◆ **ASSIGNMENT**
What lines in the entries hold the string "strokeStyle"? List them.

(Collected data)
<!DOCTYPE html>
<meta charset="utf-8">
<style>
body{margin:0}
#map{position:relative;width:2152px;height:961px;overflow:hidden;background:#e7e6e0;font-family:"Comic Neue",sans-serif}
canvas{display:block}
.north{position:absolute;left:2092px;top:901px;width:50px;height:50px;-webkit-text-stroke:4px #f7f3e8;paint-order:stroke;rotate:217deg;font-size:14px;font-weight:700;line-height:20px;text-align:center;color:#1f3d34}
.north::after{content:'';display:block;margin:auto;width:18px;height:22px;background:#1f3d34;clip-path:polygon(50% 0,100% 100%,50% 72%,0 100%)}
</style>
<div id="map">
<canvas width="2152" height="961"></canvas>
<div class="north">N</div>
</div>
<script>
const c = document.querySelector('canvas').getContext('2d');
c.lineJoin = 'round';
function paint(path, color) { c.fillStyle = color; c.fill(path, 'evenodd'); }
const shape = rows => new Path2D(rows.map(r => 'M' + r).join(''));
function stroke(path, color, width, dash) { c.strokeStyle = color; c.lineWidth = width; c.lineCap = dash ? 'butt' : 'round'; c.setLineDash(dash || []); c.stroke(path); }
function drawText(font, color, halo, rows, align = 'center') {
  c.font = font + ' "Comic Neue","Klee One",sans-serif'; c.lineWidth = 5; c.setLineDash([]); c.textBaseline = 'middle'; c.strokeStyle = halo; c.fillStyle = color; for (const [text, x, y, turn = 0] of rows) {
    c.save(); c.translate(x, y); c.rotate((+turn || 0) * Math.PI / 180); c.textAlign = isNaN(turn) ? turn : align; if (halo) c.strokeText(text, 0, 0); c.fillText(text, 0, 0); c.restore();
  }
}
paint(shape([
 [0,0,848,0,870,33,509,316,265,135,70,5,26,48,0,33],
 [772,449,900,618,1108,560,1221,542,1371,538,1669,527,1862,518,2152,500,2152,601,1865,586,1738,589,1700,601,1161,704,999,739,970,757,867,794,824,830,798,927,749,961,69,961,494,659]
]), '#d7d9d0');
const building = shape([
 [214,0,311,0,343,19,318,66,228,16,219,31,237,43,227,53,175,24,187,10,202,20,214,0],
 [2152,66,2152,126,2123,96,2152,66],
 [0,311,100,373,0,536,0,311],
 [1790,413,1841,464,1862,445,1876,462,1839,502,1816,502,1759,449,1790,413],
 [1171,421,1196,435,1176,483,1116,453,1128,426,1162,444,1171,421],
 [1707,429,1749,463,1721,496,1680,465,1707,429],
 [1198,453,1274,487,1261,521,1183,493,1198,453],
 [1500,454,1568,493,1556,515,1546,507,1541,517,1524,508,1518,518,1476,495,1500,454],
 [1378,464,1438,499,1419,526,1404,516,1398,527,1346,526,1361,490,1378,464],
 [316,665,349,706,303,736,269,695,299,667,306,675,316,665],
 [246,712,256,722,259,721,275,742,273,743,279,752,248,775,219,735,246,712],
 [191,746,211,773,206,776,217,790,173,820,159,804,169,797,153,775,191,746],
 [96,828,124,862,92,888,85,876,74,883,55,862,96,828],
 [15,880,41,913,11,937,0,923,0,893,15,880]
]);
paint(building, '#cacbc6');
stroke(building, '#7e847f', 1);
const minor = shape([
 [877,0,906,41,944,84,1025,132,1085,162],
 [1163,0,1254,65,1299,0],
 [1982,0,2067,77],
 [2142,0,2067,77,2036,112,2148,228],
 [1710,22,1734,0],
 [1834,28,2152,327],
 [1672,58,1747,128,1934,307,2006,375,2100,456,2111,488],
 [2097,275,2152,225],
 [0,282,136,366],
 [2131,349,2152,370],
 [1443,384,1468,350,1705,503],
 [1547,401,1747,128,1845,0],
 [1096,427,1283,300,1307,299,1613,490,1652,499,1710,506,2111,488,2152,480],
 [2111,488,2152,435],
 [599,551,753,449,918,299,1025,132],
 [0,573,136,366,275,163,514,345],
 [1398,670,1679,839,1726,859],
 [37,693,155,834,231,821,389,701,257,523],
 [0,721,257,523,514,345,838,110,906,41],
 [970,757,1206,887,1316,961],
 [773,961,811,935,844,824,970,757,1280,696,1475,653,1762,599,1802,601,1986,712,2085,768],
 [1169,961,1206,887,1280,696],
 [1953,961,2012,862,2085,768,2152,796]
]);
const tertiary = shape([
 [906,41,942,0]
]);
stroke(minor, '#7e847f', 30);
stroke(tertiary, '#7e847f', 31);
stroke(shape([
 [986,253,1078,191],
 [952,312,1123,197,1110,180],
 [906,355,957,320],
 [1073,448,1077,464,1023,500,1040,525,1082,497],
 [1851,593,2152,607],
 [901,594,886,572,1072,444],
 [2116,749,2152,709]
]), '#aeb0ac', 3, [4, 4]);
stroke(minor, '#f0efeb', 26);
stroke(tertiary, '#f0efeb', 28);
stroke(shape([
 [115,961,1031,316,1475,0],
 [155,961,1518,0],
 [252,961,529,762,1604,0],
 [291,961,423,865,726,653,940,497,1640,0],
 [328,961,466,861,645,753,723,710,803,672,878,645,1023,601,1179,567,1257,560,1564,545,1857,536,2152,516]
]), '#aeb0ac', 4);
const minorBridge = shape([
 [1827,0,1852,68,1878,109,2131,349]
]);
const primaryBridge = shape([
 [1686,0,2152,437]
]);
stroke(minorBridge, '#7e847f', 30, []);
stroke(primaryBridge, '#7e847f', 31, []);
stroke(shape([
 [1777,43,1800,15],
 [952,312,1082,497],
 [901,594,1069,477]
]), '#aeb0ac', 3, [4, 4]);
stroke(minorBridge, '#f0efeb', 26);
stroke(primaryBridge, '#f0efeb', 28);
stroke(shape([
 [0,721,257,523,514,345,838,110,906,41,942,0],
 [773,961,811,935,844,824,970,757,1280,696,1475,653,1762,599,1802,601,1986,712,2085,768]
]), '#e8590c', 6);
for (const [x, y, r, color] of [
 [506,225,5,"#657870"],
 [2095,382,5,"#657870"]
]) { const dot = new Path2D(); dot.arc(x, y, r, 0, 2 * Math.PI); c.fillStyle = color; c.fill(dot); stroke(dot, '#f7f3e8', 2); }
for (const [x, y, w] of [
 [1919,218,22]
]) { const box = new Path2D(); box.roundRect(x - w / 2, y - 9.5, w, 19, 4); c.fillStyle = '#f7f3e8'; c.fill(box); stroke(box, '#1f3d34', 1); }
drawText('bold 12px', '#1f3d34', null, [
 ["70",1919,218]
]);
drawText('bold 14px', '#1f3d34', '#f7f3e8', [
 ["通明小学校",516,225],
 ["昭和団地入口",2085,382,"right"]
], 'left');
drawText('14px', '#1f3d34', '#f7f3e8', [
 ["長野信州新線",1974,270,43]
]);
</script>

◆ **OUTPUT OF THE TASK**
function stroke(path, color, width, dash) { c.strokeStyle = color; c.lineWidth = width; c.lineCap = dash ? 'butt' : 'round'; c.setLineDash(dash || []); c.stroke(path); }
  c.font = font + ' "Comic Neue","Klee One",sans-serif'; c.lineWidth = 5; c.setLineDash([]); c.textBaseline = 'middle'; c.strokeStyle = halo; c.fillStyle = color; for (const [text, x, y, turn = 0] of rows) {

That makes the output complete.